Closed iseneirik closed 2 months ago

iseneirik commented 4 months ago

Which version of Duende BFF are you using?

2.2.0

Which version of .NET are you using?

net8.0

Describe the bug

I'm not quite sure if this is a bug, or just poor configuration from my part, but the situation is:

I have set up a client with:

The consuming application is using bff with EF server side sessions:

// stuff
.AddBff(options => { options.EnableSessionCleanup = true; })
.AddEntityFrameworkServerSideSessions(options => options.UseSqlServer( /* ... */ ))
// more stuff

And Cookie Authentication:

.AddCookie(options =>
{
    // stuff
    options.ExpireTimeSpan = TimeSpan.FromMinutes(120);
    options.Cookie.MaxAge = TimeSpan.FromMinutes(120);
    // more stuff
})

This seems to work fine and dandy, with the user session being refreshed around every hour (halfway through the ExpireTimeSpan) resulting in the Renewed-column being updated and Expiry-column being pushed two hours. However, when we reach the "Absolute refresh token lifetime" and a refresh is attempted the following error is logged from Duende.AccessTokenManagement.OpenIdConnect.UserAccessAccessTokenManagementService:

Error refreshing access token. Error = invalid_grant

But it seems like the Expiry- and Renewed-column are both being updated even though the refresh was unsuccessful. This continues which hinders the session cleanup in clearing the session from the table.

Expected behavior

I would expect the user session to not be updated when a refresh fails so that when the session ends up invalid and a new login is requested.

As mentioned, I'm not sure if this is a bug or just poor config. If it is the latter, a point in the right direction would be appreciated!

RolandGuijt commented 3 months ago

The ServerSideSessions option just has impact on the user session which is represented by the cookie that is set by the BFF. Access and refresh tokens are meant for the APIs the BFF is accessing on behalf of the SPA. So they are used for a different process than the session. However: they are stored by the BFF in the context of the current session. So when the session ends the tokens will be gone.

When the SPA tries to access an API (after authentication) through the BFF the following happens:

Does this help?

RolandGuijt commented 3 months ago

@iseneirik Did my answer help with your problem? If you have a follow-up please post else I'll close this issue.

iseneirik commented 3 months ago

@RolandGuijt Thanks for the response, I'm just back from vacation, so didn't catch it before now.

I think the problem lies in bullet point 4:

If the access token is expired an attempt will be made to refresh it (here the refresh token config comes in play)

When the attempt to refresh the access token fails (which will be the case after absolute expiry has passed), a new cookie is still issued by the BFF with the context being updated. If the refresh fails, shouldn't this result in a 401?
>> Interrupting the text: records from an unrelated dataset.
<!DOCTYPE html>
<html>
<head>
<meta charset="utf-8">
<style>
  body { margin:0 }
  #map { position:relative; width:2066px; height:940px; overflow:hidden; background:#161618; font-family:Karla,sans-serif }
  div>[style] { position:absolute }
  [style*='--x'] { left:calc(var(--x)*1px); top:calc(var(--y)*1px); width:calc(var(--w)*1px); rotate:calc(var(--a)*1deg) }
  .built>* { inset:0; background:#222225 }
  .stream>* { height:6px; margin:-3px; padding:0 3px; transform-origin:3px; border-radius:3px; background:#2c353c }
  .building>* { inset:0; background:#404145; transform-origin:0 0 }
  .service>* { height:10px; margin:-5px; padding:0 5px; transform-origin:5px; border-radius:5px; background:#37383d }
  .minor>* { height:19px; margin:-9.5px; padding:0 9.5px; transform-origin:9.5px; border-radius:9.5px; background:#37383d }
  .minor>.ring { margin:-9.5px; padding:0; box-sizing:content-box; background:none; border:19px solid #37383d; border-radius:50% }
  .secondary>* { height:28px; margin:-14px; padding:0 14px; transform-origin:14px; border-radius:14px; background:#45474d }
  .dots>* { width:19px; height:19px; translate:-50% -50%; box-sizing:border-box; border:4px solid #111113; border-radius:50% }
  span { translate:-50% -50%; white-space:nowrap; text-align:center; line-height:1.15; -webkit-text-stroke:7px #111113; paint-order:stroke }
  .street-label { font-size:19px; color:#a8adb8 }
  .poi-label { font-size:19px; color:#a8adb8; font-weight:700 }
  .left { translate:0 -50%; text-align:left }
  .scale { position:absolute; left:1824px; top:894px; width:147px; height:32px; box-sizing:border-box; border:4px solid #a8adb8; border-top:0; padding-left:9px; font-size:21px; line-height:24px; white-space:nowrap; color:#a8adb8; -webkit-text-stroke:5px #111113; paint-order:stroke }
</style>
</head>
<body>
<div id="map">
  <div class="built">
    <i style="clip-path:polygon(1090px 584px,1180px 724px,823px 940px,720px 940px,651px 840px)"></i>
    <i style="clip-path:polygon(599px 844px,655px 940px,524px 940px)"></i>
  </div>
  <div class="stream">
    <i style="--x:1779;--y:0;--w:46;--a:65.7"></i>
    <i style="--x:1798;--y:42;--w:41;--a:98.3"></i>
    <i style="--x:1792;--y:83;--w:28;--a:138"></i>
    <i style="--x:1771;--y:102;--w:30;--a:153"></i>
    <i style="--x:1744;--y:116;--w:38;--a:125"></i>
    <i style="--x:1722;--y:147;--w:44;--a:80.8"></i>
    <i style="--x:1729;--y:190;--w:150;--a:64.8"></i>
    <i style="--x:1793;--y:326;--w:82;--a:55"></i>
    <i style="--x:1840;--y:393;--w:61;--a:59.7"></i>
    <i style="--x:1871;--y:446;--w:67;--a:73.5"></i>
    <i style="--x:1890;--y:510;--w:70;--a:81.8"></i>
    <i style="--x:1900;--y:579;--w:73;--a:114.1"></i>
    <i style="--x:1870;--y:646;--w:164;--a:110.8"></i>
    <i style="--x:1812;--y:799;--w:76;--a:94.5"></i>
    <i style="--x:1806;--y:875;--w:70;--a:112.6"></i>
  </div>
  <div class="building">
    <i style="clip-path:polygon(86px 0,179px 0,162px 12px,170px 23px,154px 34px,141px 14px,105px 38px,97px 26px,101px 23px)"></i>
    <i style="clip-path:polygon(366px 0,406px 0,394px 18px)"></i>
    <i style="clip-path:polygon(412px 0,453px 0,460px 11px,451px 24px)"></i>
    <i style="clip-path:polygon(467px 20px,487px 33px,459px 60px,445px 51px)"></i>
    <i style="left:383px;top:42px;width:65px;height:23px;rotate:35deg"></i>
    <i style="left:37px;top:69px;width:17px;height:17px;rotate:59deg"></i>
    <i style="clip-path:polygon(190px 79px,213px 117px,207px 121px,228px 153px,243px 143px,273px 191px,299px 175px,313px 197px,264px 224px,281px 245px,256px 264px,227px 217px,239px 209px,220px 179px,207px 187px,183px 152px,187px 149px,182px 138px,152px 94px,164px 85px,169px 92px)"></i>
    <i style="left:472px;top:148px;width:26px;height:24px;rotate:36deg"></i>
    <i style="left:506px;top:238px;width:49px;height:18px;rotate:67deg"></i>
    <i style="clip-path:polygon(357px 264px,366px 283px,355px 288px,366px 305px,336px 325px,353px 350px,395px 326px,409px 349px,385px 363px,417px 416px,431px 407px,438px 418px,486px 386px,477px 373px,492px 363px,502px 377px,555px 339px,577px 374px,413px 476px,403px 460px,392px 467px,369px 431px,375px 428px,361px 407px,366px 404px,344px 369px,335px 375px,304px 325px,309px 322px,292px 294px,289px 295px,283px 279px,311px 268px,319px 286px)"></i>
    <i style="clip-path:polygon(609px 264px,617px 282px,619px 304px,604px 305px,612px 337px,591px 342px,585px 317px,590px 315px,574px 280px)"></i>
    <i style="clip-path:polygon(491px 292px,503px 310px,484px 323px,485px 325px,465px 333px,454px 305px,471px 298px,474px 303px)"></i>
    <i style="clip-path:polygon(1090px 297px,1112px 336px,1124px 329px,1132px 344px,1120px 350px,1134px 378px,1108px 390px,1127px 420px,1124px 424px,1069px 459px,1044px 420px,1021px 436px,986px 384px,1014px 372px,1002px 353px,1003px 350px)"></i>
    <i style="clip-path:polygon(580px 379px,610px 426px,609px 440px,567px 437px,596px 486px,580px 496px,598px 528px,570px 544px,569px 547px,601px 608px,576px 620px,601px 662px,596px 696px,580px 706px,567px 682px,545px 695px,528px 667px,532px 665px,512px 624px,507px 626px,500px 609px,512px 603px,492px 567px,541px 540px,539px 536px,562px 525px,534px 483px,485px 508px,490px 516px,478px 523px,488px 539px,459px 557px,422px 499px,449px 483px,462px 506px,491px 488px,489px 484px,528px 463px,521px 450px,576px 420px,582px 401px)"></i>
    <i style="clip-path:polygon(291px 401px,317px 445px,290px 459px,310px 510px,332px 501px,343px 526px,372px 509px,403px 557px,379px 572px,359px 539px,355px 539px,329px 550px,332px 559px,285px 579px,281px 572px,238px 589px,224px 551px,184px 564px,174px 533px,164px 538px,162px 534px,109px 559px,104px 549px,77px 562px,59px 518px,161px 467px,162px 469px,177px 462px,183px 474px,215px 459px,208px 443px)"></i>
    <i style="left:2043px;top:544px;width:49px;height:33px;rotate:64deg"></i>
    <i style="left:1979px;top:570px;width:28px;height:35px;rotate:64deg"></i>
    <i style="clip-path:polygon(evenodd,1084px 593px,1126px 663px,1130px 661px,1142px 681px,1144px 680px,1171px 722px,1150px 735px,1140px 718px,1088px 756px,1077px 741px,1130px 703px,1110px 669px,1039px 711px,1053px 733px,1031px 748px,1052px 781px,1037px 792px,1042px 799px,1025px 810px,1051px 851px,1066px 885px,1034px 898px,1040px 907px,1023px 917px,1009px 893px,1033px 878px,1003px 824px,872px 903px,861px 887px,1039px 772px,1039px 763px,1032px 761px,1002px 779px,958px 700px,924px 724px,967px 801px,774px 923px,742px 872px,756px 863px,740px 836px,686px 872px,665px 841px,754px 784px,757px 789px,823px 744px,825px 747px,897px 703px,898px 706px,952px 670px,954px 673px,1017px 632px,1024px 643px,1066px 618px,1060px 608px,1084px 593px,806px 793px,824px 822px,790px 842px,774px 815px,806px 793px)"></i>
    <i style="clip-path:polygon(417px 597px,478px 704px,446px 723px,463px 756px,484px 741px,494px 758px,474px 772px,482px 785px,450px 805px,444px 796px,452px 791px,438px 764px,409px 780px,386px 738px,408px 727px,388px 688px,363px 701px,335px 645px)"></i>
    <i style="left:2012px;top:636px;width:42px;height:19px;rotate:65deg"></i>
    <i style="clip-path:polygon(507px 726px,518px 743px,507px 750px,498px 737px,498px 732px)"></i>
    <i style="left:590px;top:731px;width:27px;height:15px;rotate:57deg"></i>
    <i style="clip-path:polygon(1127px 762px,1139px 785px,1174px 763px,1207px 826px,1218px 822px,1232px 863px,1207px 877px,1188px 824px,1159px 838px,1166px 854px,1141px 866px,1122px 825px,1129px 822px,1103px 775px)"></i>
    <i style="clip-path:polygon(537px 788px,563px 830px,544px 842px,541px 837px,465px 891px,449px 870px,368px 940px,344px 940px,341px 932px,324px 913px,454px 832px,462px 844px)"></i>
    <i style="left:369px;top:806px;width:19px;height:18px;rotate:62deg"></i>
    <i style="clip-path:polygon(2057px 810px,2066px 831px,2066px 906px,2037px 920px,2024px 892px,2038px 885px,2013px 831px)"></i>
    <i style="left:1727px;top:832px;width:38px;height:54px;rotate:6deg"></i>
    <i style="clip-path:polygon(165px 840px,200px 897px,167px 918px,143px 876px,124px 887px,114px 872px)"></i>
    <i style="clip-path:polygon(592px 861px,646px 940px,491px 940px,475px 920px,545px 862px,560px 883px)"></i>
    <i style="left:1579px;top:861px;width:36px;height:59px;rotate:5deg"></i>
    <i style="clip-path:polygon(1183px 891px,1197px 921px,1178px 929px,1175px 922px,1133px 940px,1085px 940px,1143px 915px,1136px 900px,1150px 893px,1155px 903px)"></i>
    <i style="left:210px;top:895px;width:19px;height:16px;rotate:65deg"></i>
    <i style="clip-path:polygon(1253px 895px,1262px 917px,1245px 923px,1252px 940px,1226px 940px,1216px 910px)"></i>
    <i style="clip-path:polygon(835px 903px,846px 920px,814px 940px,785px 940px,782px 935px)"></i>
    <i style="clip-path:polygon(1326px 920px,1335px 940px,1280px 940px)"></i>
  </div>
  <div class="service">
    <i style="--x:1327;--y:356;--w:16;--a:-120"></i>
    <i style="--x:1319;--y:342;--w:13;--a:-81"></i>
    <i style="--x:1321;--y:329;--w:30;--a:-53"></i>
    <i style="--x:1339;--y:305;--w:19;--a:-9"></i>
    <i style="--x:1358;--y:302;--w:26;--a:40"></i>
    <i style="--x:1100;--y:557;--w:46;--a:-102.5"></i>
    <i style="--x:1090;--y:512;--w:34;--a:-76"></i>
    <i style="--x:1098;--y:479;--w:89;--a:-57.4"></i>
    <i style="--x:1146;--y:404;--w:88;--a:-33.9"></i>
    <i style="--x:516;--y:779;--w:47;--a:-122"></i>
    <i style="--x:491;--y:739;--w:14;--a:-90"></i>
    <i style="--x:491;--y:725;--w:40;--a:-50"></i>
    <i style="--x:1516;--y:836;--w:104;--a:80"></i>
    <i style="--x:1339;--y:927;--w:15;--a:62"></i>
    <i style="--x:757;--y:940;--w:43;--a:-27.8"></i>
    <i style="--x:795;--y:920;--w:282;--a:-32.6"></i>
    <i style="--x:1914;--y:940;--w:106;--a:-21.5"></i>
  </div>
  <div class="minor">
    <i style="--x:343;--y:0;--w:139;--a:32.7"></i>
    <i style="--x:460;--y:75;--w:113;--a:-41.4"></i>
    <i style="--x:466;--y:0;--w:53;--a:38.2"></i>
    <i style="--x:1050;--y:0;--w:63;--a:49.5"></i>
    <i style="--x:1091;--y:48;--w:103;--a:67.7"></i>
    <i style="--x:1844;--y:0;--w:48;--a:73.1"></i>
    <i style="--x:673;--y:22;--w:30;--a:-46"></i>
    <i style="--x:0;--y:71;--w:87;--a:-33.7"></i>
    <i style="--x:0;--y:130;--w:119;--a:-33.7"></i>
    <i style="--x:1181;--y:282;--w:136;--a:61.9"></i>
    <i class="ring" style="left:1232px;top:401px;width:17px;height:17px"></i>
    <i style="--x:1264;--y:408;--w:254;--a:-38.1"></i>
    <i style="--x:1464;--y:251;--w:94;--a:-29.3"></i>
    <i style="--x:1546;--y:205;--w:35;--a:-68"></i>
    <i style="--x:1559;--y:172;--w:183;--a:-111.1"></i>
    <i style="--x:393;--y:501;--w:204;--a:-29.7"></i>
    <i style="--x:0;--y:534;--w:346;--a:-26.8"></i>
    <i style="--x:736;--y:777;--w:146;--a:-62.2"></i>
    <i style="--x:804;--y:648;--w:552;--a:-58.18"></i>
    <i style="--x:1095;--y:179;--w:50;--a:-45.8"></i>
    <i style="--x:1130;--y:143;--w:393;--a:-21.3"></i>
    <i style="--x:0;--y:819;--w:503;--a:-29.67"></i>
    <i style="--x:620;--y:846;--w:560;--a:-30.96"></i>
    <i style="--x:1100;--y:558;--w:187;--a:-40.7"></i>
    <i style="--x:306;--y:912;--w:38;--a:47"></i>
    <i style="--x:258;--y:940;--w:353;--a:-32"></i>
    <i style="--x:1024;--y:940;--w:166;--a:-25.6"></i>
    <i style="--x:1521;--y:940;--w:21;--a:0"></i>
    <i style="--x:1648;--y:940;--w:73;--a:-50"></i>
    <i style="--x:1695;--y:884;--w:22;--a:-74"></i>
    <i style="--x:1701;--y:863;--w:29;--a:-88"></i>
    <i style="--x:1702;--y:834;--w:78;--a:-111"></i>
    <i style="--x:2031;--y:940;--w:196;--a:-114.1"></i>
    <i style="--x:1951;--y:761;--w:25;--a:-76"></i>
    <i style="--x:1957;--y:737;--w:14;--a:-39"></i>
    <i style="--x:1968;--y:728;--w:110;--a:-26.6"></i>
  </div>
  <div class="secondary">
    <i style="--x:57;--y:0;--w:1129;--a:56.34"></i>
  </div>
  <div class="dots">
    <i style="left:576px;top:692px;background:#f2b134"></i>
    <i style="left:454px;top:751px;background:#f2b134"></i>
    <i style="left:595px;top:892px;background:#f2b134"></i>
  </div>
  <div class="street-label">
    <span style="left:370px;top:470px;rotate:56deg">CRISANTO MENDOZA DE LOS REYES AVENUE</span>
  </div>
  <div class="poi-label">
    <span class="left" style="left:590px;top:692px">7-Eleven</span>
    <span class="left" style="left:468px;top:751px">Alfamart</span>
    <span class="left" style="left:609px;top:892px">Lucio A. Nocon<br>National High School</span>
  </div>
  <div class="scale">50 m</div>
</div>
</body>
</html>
RolandGuijt commented 3 months ago

The access/refresh token mechanism is separate from the session mechanism. When refreshing an access token fails this doesn't affect the session. I'm assuming that by "the context" you mean the expiry and renewed columns. They are about the session and not about access/refresh tokens. Does this make it clearer for you?

iseneirik commented 3 months ago

@RolandGuijt I see, thanks for the clarification. I thought that was how I understood it, but upon further digging I see that I didn't completely view it that way after all.
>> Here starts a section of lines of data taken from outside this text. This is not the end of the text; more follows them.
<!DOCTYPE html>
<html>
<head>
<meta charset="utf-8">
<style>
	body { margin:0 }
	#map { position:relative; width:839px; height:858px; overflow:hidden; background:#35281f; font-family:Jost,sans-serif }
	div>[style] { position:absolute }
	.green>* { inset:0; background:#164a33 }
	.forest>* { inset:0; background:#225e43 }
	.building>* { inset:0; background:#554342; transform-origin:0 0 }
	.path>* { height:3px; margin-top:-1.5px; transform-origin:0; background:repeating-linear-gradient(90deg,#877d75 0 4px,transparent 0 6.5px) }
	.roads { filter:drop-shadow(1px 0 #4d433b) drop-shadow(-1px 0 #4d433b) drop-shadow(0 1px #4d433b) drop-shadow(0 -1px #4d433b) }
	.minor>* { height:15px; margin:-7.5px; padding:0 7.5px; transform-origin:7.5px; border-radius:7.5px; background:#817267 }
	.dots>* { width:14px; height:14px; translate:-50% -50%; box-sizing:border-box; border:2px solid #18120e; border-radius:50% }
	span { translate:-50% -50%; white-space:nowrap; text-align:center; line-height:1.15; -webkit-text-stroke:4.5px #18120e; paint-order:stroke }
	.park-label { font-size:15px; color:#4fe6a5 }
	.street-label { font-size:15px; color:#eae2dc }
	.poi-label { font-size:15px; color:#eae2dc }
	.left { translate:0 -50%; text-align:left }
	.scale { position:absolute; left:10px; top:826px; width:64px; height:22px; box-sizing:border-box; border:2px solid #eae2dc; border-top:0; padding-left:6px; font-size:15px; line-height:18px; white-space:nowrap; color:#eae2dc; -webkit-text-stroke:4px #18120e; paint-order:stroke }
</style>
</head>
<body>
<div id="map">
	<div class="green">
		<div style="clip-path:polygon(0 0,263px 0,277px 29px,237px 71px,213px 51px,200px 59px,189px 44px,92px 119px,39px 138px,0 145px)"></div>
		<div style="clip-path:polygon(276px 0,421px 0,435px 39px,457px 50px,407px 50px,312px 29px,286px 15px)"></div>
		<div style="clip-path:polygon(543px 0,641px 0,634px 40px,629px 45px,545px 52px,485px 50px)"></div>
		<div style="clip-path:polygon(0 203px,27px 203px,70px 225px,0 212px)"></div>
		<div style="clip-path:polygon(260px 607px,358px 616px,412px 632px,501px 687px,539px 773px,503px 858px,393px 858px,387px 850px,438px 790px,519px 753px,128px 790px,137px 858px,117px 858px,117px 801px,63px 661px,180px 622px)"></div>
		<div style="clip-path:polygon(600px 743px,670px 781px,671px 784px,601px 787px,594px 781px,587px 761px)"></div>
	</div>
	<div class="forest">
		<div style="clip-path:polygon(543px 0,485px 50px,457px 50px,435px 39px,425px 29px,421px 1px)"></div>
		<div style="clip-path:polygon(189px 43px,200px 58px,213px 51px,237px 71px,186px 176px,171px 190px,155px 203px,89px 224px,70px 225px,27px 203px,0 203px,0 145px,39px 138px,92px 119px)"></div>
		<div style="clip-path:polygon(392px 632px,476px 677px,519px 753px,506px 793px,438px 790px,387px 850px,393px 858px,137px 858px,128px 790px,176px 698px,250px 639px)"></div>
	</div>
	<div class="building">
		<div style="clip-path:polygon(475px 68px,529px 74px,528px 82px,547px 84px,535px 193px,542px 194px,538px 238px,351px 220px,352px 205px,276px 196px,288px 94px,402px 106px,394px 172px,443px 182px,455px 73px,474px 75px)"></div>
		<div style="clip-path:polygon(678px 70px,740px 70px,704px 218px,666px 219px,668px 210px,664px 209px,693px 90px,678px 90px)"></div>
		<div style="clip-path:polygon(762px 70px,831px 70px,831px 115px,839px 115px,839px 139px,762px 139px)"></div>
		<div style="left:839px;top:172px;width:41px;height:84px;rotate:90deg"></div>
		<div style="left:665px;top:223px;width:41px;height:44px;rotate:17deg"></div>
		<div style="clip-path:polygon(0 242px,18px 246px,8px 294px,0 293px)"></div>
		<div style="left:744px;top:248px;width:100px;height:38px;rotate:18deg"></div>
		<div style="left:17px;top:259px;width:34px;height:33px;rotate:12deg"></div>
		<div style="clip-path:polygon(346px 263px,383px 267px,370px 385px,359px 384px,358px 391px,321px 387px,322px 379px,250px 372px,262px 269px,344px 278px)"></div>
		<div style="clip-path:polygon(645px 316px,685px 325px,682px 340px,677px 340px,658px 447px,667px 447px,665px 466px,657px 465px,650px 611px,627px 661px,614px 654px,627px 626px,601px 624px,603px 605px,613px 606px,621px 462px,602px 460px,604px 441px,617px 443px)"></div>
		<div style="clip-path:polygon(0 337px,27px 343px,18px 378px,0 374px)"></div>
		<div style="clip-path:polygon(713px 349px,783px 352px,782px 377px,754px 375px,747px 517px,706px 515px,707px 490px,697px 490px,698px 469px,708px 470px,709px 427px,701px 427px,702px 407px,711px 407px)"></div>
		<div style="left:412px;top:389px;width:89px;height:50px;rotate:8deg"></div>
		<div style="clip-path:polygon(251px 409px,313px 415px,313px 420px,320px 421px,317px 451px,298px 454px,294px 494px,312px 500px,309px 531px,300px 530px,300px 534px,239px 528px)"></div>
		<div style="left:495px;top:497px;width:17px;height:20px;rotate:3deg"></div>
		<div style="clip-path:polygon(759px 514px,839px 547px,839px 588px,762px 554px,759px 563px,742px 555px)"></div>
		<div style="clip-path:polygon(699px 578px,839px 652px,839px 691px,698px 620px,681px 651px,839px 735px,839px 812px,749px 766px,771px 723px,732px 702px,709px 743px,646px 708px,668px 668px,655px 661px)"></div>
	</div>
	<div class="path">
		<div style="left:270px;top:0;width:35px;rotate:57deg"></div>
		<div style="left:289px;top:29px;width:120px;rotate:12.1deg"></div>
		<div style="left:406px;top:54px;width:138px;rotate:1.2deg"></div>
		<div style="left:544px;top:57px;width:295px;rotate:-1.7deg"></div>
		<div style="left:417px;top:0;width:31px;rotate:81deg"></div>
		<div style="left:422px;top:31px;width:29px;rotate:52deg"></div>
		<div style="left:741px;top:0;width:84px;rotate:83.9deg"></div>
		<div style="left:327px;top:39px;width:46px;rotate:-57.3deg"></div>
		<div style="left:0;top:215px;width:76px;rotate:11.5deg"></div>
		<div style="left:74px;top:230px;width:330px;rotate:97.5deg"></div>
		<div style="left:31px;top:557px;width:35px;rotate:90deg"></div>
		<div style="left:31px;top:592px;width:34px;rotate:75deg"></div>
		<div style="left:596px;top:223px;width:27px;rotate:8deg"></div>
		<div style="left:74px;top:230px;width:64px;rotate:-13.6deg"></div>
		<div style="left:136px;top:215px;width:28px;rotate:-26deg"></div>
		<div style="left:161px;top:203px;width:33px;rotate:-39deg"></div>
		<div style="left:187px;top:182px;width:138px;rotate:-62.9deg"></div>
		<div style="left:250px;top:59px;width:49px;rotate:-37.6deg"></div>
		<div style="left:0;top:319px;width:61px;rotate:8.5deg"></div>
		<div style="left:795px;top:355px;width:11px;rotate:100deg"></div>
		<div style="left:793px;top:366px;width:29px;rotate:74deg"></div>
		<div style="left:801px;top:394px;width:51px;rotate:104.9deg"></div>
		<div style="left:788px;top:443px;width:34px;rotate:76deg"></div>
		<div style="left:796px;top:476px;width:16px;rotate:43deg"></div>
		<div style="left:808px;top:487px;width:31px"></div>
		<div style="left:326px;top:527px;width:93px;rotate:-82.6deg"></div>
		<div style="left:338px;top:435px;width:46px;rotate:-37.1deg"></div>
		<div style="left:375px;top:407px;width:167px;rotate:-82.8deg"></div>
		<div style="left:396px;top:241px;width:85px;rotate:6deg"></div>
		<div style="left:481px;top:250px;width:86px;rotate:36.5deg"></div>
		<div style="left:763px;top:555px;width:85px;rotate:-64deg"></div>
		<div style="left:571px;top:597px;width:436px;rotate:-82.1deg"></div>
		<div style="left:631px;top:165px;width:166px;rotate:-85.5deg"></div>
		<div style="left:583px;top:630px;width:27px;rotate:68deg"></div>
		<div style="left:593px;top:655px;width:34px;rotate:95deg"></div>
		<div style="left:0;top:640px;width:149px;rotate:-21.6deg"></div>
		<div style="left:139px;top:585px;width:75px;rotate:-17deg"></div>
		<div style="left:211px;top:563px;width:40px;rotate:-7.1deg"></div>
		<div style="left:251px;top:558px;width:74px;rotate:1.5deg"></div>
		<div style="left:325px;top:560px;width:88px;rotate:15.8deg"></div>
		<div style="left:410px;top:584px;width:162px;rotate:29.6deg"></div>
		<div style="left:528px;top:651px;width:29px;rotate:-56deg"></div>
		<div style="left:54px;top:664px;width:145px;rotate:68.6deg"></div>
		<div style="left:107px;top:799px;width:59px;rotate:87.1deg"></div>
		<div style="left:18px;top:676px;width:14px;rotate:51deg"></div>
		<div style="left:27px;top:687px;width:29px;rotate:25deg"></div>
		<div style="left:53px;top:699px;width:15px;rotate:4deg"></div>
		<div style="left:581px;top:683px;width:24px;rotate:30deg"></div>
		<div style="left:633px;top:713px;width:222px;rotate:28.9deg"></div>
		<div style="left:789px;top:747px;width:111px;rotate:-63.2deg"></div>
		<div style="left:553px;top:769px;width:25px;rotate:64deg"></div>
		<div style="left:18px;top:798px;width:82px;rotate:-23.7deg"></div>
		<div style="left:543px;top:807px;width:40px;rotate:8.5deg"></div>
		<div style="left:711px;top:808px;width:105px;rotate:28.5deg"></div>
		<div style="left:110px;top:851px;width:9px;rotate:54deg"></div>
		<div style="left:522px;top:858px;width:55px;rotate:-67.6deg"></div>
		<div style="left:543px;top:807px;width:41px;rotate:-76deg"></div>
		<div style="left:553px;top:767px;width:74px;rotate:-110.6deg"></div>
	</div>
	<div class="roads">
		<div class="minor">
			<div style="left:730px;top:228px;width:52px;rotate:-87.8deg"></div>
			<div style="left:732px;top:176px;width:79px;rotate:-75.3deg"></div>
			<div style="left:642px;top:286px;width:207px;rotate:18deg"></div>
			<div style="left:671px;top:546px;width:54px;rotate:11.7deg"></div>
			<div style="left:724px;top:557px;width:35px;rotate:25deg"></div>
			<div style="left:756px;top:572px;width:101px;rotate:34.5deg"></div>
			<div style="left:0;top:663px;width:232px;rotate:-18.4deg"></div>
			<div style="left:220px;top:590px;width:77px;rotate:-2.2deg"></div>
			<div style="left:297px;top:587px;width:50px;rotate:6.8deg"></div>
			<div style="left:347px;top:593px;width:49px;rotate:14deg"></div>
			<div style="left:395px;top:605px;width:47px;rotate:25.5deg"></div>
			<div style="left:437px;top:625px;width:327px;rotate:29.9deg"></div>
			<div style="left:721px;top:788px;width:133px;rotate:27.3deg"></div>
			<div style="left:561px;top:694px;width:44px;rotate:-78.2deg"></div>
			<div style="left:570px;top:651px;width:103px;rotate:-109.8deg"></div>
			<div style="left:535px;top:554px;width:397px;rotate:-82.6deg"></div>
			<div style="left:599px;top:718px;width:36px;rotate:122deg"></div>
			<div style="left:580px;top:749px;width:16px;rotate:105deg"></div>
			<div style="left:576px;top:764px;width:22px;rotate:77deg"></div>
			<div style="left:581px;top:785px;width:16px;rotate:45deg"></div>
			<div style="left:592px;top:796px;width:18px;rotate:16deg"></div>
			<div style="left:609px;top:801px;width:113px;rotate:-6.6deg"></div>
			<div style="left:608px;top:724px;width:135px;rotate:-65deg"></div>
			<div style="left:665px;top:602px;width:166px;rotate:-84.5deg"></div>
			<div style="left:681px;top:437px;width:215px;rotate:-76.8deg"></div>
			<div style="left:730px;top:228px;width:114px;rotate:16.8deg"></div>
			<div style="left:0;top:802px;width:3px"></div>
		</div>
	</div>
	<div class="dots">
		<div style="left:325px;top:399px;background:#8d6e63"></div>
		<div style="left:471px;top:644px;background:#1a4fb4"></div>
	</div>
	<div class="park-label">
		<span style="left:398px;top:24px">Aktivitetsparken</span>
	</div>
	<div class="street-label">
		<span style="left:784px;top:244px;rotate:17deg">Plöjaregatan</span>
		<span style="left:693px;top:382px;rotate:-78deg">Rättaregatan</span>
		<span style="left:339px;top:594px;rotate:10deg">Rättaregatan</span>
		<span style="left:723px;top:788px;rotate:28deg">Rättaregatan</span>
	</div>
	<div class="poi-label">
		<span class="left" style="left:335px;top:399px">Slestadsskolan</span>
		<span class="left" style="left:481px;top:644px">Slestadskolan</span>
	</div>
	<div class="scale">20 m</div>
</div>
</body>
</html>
If I understand it correctly, I guess it would make sense to set SlidingExpriation to false in the Cookie-settings and make sure that the Cooke.MaxAge and ExpireTimeSpan are shorter than or equal to the Access Token lifetime? Or is there a hook somewhere that can let me invalidate a session in the ISessionStorage based on the response from an attempted Access Token Refresh?

RolandGuijt commented 3 months ago

There is the CoordinateClientLifetimesWithUserSession option in IdentityServer that could help with this. But please keep in mind this is about the identity provider session. So when a user logs out of the BFF makes sure that ends the identity provider session too.

RolandGuijt commented 2 months ago

@iseneirik Do you have anything to add to this issue? IIf so please do so. If not I would like to close it.

iseneirik commented 2 months ago

@RolandGuijt Thanks for the help. I believe I have enough to go on now, so consider it closed!